Availability of response parameters

Response parameters are only available when using node 4.10.1 or higher.

Format and data type

In the Type column, Wallarm indicates the data format identified through traffic analysis or, if not specific, a general data type.

Wallarm attempts to detect various data formats such as Int32, Int64, Float, Double, Datetime, IPv4/IPv6, among others. If a value does not conform to any recognized data format, Wallarm classifies it under a general data type, such as Integer, Number, String, or Boolean.

This data allows checking that values of the expected format are passed in each parameter. Inconsistencies can be the result of an attack or a scan of your API, for example:

  • The String values ​​are passed to the field with IP

  • The Double values are passed to the field where there should be a value no more than Int32

Variability

URLs can include diverse elements, such as ID of user, like:

  • /api/articles/author/author-a-0001

  • /api/articles/author/author-a-1401

  • /api/articles/author/author-b-1401

The API Discovery module unifies such elements into the {parameter_X} format in the endpoint paths, so for the example above you will not have 3 endpoints, but instead there will be one:

  • /api/articles/author/{parameter_1}

Click the endpoint to expand its parameters and view which type was automatically detected for the diverse parameter.

API Discovery - Variability in path

Note that the algorithm analyzes the new traffic. If at some moment you see addresses, that should be unified but this did not happen yet, give it a time. As soon as more data arrives, the system will unify endpoints matching the newly found pattern with the appropriate amount of matching addresses.

Monitoring attacks on API endpoints

Number of attacks on API endpoints for the last 7 days are displayed in the Hits column. You can request displaying only attacked endpoints by selecting in filters: OthersAttacked endpoints.

To see attacks to some endpoint, click number in the Hits column:

API endpoint - open events

The Attacks section will be displayed with the filter applied:

attacks last 7 days endpoint_id:<YOUR_ENDPOINT_ID>

You can also copy some endpoint URL to the clipboard and use it to search for the events. To do this, in this endpoint menu select Copy URL.

Creating rules for API endpoints

You can quickly create a new custom rule from any endpoint of API inventory:

  1. In this endpoint menu select Create rule. The create rule window is displayed. The endpoint address is parsed into the window automatically.

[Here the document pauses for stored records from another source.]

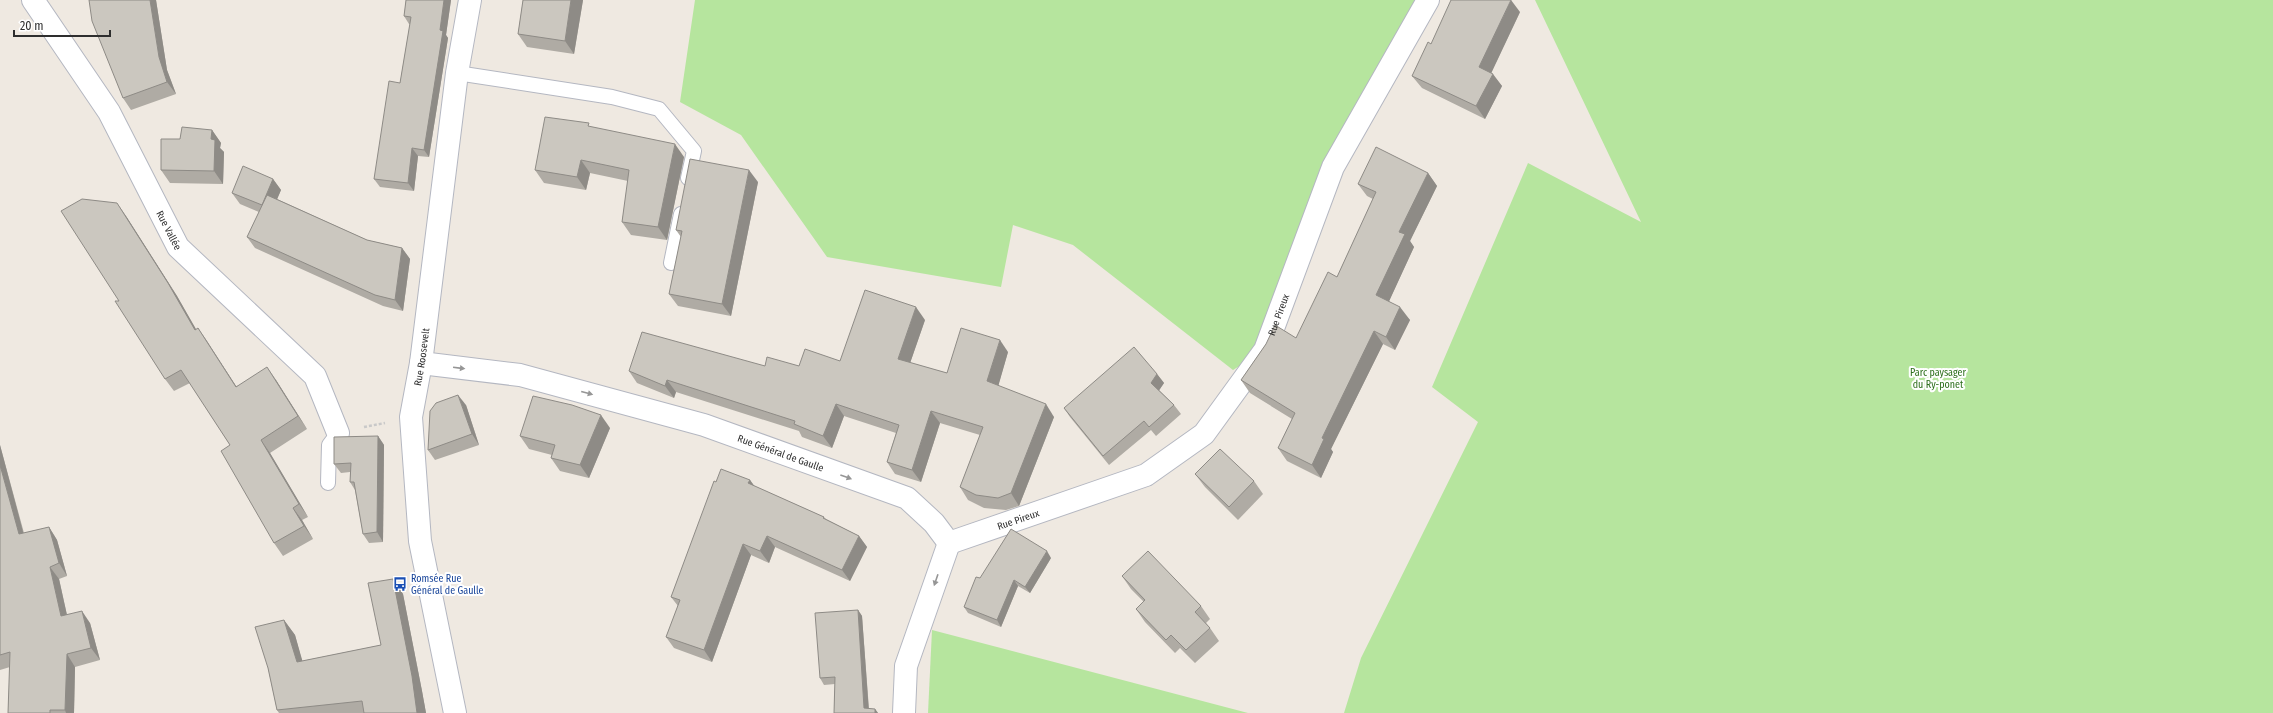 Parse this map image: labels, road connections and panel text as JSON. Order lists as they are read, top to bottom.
{
  "streets": {
    "street": [
      "Rue Vallée",
      "Rue Pireux",
      "Rue Roosevelt",
      "Rue Général de Gaulle"
    ]
  },
  "crossings": [
    ["Rue Pireux", "Rue Général de Gaulle"],
    ["Rue Roosevelt", "Rue Général de Gaulle"]
  ],
  "one_way": ["Rue Général de Gaulle"],
  "parks": ["Parc paysager du Ry-ponet"],
  "places": {
    "bus stop": ["Romsée Rue Général de Gaulle"]
  },
  "scale_bar": "20 m"
}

  2. In the create rule window, specify rule information and then click Create.

Create rule from endpoint

Downloading OpenAPI specification (OAS) of your API inventory

The API Discovery UI provides you with an option to download the OpenAPI v3 specification of either an individual API endpoint or an entire API discovered by Wallarm.

  • The Download OAS button on the API inventory page returns swagger.json for the entire inventory or only the filtered data if any filters were applied before downloading.

    With the downloaded data, you can test endpoints on your side, for example, upload them to the Postman.

    API host information in downloaded Swagger file

    If a discovered API inventory contains several API hosts, endpoints from all API hosts will be included in the downloaded Swagger file. Currently, the API host information is not included in the file.

  • The Download OAS button in an individual endpoint menu returns swagger.json for the selected endpoint.

    By utilizing the downloaded specification with other applications like Postman, you can conduct endpoint vulnerability and other tests. In addition, it allows for a closer examination of the endpoint's capabilities to uncover the processing of sensitive data and the presence of undocumented parameters.